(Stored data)
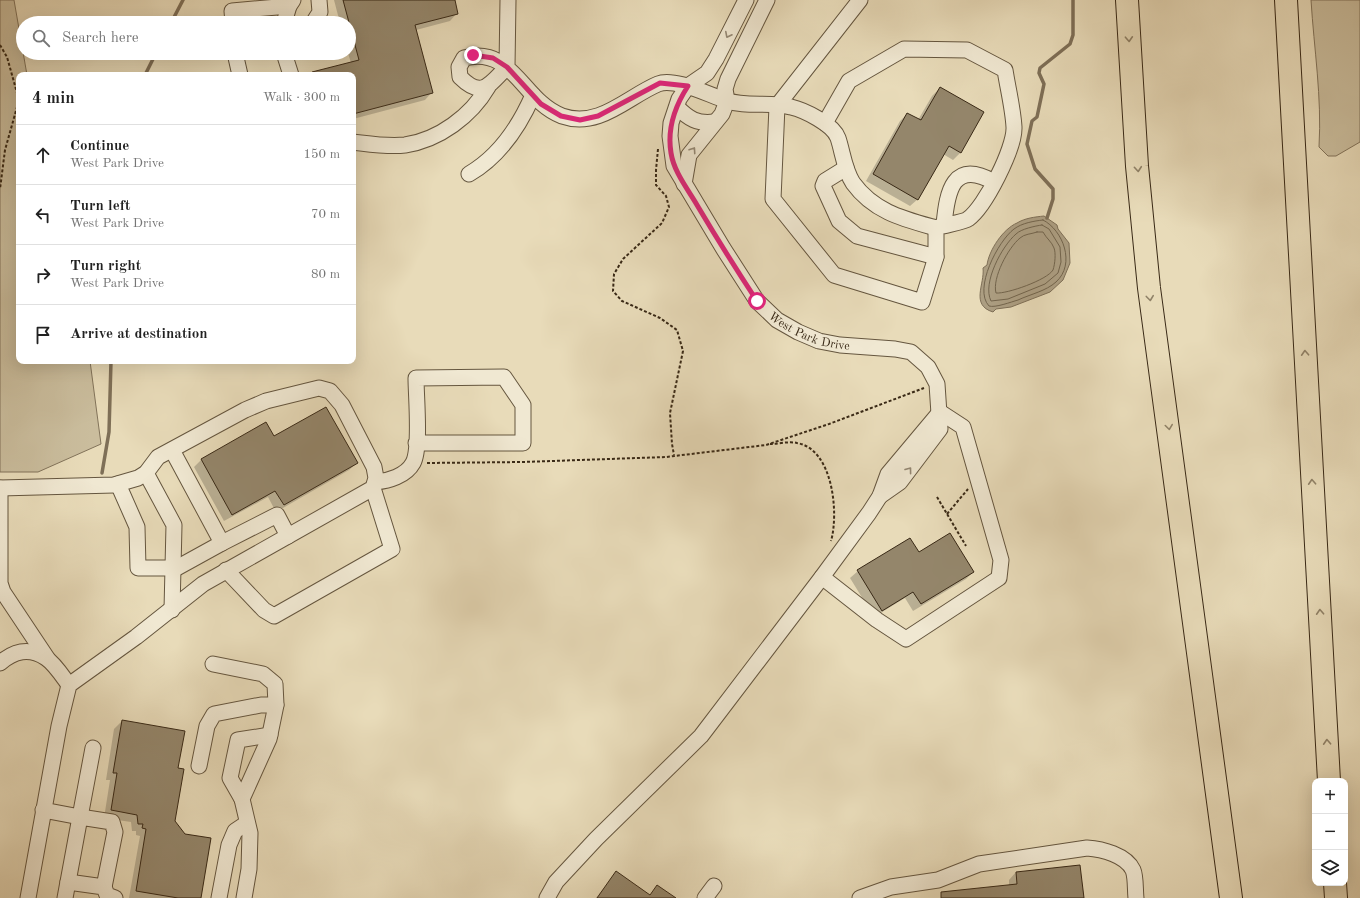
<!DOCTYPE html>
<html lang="en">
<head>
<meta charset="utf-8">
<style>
	:root { --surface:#fff; --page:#f2f2f2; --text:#222; --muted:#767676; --line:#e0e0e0 }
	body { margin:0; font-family:"Old Standard TT",serif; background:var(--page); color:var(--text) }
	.controls { position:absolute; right:12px; bottom:12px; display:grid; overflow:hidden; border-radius:8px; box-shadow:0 4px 16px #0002 }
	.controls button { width:36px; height:36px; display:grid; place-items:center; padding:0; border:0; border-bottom:1px solid var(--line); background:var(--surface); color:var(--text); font:20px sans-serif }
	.stop { position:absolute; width:12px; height:12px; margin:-9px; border:3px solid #db2777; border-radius:50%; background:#fff }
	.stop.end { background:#db2777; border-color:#fff; box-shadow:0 1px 4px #0008 }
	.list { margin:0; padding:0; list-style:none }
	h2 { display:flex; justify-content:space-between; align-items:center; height:52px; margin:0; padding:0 16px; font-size:17px }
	h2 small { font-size:13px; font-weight:400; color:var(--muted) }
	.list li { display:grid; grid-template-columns:26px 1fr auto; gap:12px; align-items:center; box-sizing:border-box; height:60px; padding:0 16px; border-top:1px solid var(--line) }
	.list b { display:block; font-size:15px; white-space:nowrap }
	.list p { margin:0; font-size:13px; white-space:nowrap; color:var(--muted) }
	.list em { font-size:13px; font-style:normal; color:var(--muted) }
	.icon { flex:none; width:22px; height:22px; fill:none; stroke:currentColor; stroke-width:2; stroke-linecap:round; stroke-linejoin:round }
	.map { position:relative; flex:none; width:1360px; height:898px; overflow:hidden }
	.search { position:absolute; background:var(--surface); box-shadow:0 4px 16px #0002; left:16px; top:16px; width:340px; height:44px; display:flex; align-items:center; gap:10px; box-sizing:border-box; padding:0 14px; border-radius:22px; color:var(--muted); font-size:15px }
	.panel { position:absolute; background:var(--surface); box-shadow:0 4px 16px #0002; left:16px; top:72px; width:340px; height:292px; border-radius:8px }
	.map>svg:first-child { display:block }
	.green { fill:#cabd9d; stroke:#82735a }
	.water { fill:#ac9e82; stroke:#7e6f57 }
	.shadow { fill:#0003 }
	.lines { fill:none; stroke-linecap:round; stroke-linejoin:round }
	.shore { stroke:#72644c; stroke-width:1 }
	.stream { stroke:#7e6f57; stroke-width:3.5 }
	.building { fill:#94866b; stroke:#392916 }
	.minor-casing { stroke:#65563f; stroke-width:17 }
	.highway-casing { stroke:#392916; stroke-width:24 }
	.path { stroke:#392916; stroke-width:2; stroke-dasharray:3 2; stroke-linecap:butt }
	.minor { stroke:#f0e8d2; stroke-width:15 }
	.highway { stroke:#e8dbb9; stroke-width:22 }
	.oneway { stroke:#948874 }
	.oneway2 { stroke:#908268 }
	.route { stroke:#db2777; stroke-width:5 }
	.labels { text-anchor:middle; stroke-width:3; stroke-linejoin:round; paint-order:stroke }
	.street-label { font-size:12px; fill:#392916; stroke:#f0e8d2 }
</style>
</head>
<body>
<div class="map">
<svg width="1360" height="898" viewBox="0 0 1360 898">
	<rect width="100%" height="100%" fill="#e8dbb9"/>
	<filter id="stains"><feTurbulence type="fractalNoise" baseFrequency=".005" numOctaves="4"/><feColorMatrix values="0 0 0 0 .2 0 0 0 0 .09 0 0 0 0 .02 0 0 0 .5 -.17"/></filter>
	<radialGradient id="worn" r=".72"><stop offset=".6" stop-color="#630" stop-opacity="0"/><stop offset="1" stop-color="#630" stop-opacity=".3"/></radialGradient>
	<g class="green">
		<path d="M0 0H14L27 75H19V361H90L101 444 38 472H0Z"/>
		<path d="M1311 0H1360V142L1336 156H1328L1319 147C1322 97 1314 49 1311 0Z"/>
	</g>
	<path class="water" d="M1044 216 1057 225 1058 229 1069 243 1070 263 1063 280 1050 292 1011 307 996 309 993 312C970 305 985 284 983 268L987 265C989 250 1003 229 1017 223 1025 218 1035 217 1044 216Z"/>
	<g class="shadow">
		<path d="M334 0H454L457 13 450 21 416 30 432 92 425 100 353 119V75H313L351 63 348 53 349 23H340Z"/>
		<path d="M940 88 960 153 953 160 943 154 918 199 910 206 866 181 900 121 907 114 918 120 932 96Z"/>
		<path d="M266 423 273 437 357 463 349 470 276 512 268 497 224 521 194 467 201 460Z"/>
		<path d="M919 554 973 572 966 579 913 611 905 598 874 617 850 578 858 571Z"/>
		<path d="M122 721 177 769 174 822 200 898H129L140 836 136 835V831H132L131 822 104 818 110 780H106L114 729Z"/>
		<path d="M617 872 649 896 658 886 674 898H596Z"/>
		<path d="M1016 872 1083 898H948L1009 886V880Z"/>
	</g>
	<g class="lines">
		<g class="shore">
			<path d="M1043 220C1063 230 1076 264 1056 282 1046 291 1031 294 1018 300 1011 302 995 308 989 306 973 289 998 241 1014 229 1022 223 1034 221 1043 220Z"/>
			<path d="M1042 225 1049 229 1060 247 1061 262 1058 273 1045 284 1008 299 991 301C982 283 1002 246 1016 234 1021 229 1035 226 1042 225Z"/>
			<path d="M1037 232H1043C1046 238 1052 242 1054 248 1056 253 1055 264 1053 270 1047 280 1007 294 996 293 992 278 1008 248 1020 238 1024 234 1032 234 1037 232Z"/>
		</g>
		<g class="stream">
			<path d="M171 23 183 0"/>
			<path d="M145 75 156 53"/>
			<path d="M1047 218 1053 199V189L1035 169 1027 144 1032 121 1037 117 1044 84 1039 73 1040 68 1070 44 1073 35V0"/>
			<path d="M102 473 109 432 111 361"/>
		</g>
	</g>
	<g class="building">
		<path d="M343 0H455L458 14 415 25 433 93 353 114V75H313L312 72 359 60Z"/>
		<path d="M940 87 984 112 961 153 949 146 918 200 873 174 907 113 921 120Z"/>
		<path d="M326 407 358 463 284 505 275 491 232 515 201 459 266 422 274 436Z"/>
		<path d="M950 533 974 572 921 604 913 592 882 611 857 570 910 538 919 552Z"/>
		<path d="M122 720 185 731 178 768 184 769 175 821 185 834 211 838 201 898H178L136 891 146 829 142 828 143 824H138L137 815 111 810 117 773H113Z"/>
		<path d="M1080 865 1084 898H941V892L1017 884 1016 872Z"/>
		<path d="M616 871 650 895 657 885 676 898H597Z"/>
	</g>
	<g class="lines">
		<defs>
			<g id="minor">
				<path d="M508 0 507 67C489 85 482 99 460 77L459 67 464 58C513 45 522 101 562 116 599 129 627 97 658 84 674 77 709 95 725 100 746 108 770 101 791 107 804 110 833 124 838 138 843 153 844 169 853 183 874 212 904 219 936 228"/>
				<path id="s1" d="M746 0 716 59 707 73 688 86 679 99 671 123 670 136 674 166 723 248 757 301 777 320 798 332 819 341 840 345 895 349 911 352 928 367 937 384 940 429 900 482 880 496"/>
				<path d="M860 0 777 106 773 199 834 275 922 302 936 257"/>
				<path d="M233 23 232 11 289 6"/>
				<path d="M284 23 289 6 293 0"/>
				<path d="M313 23 320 12 319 0"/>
				<path d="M235 53 240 75"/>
				<path d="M284 53 291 75"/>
				<path d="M677 107C689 119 697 124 714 122"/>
				<path d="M825 123 849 81 904 49 967 50 1005 70C1008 89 1013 109 1014 127 1015 148 985 207 968 219 964 222 944 225 936 228V257L857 236 839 221 823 186 825 181 846 168"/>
				<path d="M353 142C370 144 388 147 405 145 439 140 471 116 488 87"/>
				<path d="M469 174C500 156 519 127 533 95"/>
				<path d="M684 184 689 155 722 114 727 101 725 89 728 79 767 0"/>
				<path d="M944 225C947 191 953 159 994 182"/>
				<path d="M172 450 222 543 277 515 288 536"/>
				<path d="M146 473 174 525 172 610"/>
				<path d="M376 482C388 481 406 476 413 463 421 449 416 397 416 378L504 377 523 405V443H416"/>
				<path d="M118 484 137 527 138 568H173"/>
				<path d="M0 488 114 485 138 478 146 473 158 457 245 410 266 401 319 388 330 391 342 405 374 467 376 478 373 488 203 584 136 637 69 685 59 726 28 898"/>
				<path d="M0 488V583L3 592 47 658"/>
				<path d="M173 570 222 543"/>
				<path d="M226 570 264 610 274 616 392 549 373 488"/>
				<path d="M822 577 877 620 906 639 999 578 1001 560 963 427 940 412"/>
				<path d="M0 663C14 651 29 647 46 658 55 664 63 677 69 685"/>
				<path d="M199 766 207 726 214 714 261 705H276L275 684 263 674 213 664"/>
				<path d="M242 799 230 778 238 740 270 735"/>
				<path d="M43 810 80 817 93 748"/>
				<path d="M68 882 104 887 107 895 115 898"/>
				<path d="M65 898 80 817 112 822 115 832 104 887"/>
				<path d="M219 898 229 845 235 831 247 823"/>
				<path d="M244 898 249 869 250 833 242 799 269 739 276 705"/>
				<path d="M547 898 556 882 596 839 701 736 822 577 869 513 880 496 888 474 940 412"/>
				<path d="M705 898 714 886"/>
				<path d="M860 898 891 887 938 880 979 864 1087 848C1102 849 1126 855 1133 870 1136 877 1135 890 1136 898"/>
			</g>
			<g id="highway">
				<path d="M1127 0 1137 166 1149 288 1231 898"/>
				<path d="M1286 0 1329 781"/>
				<path d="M1335 883 1336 898"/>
			</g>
		</defs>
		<use href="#minor" class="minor-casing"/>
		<use href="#highway" class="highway-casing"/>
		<g class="path">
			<path d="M0 45 7 57 19 100 5 150 0 189"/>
			<path d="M658 149 656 170V185L666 196 669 207 662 223 623 259 614 274 613 291 622 301 660 318 677 330 683 351 670 413 672 444 674 455"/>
			<path d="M770 444C778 444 789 441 797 443 833 449 839 513 831 541"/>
			<path d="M427 463 523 462 666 457 766 445 829 424 924 388"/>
			<path d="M937 497 966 546"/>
			<path d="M947 514 968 489"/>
		</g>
		<use href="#minor" class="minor"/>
		<use href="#highway" class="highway"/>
	</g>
	<defs><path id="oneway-chevron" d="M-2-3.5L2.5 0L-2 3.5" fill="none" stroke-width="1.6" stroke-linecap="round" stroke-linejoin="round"/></defs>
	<g class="oneway">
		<use href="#oneway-chevron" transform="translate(728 35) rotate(117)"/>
		<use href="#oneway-chevron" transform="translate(693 150) rotate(-56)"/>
		<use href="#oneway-chevron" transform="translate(909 470) rotate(-53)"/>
	</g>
	<g class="oneway2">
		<use href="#oneway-chevron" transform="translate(1129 39) rotate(87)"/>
		<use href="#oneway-chevron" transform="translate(1138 169) rotate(85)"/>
		<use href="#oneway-chevron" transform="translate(1150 298) rotate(83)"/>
		<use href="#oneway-chevron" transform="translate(1305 353) rotate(-93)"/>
		<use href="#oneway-chevron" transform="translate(1169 427) rotate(82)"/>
		<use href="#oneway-chevron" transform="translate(1312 482) rotate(-93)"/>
		<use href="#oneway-chevron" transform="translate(1320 612) rotate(-93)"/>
		<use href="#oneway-chevron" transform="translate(1327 742) rotate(-93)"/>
	</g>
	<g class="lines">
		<path class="route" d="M473 55 493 58 507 67 541 104 561 116 580 120 598 116 660 83 688 86C675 106 667 129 671 153 674 172 687 188 697 205 716 237 736 269 757 301"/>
	</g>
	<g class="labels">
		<g class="street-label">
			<text dy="4" stroke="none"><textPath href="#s1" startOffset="411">West Park Drive</textPath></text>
		</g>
	</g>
	<rect width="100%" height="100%" filter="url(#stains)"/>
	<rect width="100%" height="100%" fill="url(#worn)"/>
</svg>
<div class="controls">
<button>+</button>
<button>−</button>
<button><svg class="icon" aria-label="layers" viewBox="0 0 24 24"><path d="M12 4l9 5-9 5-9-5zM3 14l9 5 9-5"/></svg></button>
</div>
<div class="stop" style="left:757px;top:301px"></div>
<div class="stop end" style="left:473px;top:55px"></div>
<div class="search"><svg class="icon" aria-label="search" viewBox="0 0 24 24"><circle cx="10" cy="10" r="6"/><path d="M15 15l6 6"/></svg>Search here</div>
<section class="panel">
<h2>4 min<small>Walk · 300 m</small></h2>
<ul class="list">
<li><svg class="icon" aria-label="ahead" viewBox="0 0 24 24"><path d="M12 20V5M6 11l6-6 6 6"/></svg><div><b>Continue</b><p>West Park Drive</p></div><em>150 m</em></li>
<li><svg class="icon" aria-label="left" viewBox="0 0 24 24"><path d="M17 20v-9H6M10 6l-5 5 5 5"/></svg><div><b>Turn left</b><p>West Park Drive</p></div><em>70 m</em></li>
<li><svg class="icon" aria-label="right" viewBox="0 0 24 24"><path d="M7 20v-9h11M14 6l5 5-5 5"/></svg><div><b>Turn right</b><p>West Park Drive</p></div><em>80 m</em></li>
<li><svg class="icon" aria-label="arrive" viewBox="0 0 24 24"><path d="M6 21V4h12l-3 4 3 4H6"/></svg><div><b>Arrive at destination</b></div></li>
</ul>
</section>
</div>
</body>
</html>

THE PROBLEM
The reply should hold only the lines running from the top of the records to the line containing "display:block; font-size:15px; white-space:nowrap", both included, copied exactly with no pictures.

RESPONSE BOX
<!DOCTYPE html>
<html lang="en">
<head>
<meta charset="utf-8">
<style>
	:root { --surface:#fff; --page:#f2f2f2; --text:#222; --muted:#767676; --line:#e0e0e0 }
	body { margin:0; font-family:"Old Standard TT",serif; background:var(--page); color:var(--text) }
	.controls { position:absolute; right:12px; bottom:12px; display:grid; overflow:hidden; border-radius:8px; box-shadow:0 4px 16px #0002 }
	.controls button { width:36px; height:36px; display:grid; place-items:center; padding:0; border:0; border-bottom:1px solid var(--line); background:var(--surface); color:var(--text); font:20px sans-serif }
	.stop { position:absolute; width:12px; height:12px; margin:-9px; border:3px solid #db2777; border-radius:50%; background:#fff }
	.stop.end { background:#db2777; border-color:#fff; box-shadow:0 1px 4px #0008 }
	.list { margin:0; padding:0; list-style:none }
	h2 { display:flex; justify-content:space-between; align-items:center; height:52px; margin:0; padding:0 16px; font-size:17px }
	h2 small { font-size:13px; font-weight:400; color:var(--muted) }
	.list li { display:grid; grid-template-columns:26px 1fr auto; gap:12px; align-items:center; box-sizing:border-box; height:60px; padding:0 16px; border-top:1px solid var(--line) }
	.list b { display:block; font-size:15px; white-space:nowrap }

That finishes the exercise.